Le pesanti perdite accusate dai mercati del Vecchio continente vanno valutate per ciò che al momento sono: un incidente di percorso, da valutare alla luce di quanto accadrà nei prossimi giorni. Tenendo però sempre presente che il petrolio resta un’arma a doppio taglio: favorisce pesantemente, quando i prezzi puntano verso l’alto, i titoli dell’energia; ma al tempo stesso surriscalda l’inflazione. Ieri l’Europa ha evitato sul finale di accumulare perdite ancor più pesanti proprio grazie al calo delle quotazioni del greggio, sceso sotto i 61 dollari dopo l’annuncio che le scorte petrolifere Usa sono risultate superiori alle previsioni. Wall Street ha così virato in positivo (più 1,21% il Dow Jones, più 1,68% il Nasdaq a fine seduta).

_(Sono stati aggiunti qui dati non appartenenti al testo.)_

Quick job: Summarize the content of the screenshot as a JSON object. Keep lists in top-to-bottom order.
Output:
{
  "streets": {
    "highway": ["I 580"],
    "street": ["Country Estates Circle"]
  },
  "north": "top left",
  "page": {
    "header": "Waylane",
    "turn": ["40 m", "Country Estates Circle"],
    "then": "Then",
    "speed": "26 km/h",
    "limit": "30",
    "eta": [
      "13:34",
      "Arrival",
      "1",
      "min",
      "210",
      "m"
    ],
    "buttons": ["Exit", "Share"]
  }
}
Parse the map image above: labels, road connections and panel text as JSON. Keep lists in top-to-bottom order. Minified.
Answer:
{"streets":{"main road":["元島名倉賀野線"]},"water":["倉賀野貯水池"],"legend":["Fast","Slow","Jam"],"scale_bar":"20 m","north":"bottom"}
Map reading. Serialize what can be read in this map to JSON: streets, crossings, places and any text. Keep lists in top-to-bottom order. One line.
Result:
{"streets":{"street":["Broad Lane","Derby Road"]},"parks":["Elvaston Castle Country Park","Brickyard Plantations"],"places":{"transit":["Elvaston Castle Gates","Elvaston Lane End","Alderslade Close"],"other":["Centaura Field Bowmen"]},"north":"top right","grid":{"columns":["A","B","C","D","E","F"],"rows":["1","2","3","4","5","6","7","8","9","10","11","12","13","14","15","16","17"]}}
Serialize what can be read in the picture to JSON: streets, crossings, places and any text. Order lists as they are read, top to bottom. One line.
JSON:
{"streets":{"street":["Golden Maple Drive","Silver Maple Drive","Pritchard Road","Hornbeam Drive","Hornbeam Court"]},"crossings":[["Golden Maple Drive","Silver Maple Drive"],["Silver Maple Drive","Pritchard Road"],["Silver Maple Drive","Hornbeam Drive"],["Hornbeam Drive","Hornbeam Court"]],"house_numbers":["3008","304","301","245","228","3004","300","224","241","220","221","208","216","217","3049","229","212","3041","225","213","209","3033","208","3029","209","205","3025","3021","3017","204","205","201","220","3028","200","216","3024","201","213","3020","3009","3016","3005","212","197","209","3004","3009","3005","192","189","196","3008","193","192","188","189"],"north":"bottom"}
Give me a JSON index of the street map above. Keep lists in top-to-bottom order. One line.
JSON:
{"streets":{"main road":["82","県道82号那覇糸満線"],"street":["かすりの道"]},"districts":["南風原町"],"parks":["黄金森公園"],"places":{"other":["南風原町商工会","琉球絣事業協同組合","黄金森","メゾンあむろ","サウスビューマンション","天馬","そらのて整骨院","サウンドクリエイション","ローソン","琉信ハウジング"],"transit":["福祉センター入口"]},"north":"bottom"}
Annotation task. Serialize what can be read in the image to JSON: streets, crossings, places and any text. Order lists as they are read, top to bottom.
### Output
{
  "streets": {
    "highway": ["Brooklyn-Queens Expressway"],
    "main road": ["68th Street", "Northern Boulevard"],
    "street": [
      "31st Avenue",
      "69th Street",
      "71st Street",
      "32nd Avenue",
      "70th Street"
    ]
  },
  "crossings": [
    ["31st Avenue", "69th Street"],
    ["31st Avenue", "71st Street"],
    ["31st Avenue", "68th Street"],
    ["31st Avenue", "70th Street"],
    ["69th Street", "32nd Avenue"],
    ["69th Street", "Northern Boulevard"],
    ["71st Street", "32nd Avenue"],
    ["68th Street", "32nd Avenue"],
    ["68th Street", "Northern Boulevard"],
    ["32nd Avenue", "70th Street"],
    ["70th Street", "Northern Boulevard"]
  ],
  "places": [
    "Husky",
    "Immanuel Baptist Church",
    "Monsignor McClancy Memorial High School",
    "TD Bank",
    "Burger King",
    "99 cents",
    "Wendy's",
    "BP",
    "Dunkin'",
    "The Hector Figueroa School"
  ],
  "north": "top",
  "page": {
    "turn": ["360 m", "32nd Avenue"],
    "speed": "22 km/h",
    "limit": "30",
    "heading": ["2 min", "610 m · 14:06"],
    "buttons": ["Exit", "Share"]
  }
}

Punto secondo: al momento non esiste alcuna prova che le banche centrali stiano preparando una mossa più aggressiva sui tassi. In ambito Bce è solo da escludere un ribasso, considerata la riluttanza con cui l’Eurotower associa l’alleggerimento del costo del denaro alla crescita economica. L’inflazione, schizzata al 2,6% in settembre, è ben oltre il target Bce (al 2%), ma la parte core (quella che esclude alimentari ed energia) è più sotto controllo e la fiacchezza della domanda interna consiglia prudenza nel muovere le leve monetarie.
L’America non ha problemi di crescita, ma la Fed non può non tener conto dei milioni di americani che si sono indebitati usando spesso i mutui ipotecari come succedanei della carta di credito. Nel Beige Book diffuso ieri sera l’istituto ricorda inoltre come il caro-petrolio stia pesando sui costi delle aziende, sul mercato del lavoro e minando la fiducia dei risparmiatori. Resta inoltre da vedere se Alan Greenspan intenda congedarsi a fine gennaio, dopo oltre 18 anni di onorato servizio, con un provvedimento impopolare, sgradito a una Casa Bianca ancora sotto tiro dopo la disastrosa gestione dell’uragano Katrina e certamente indigesto per Wall Street.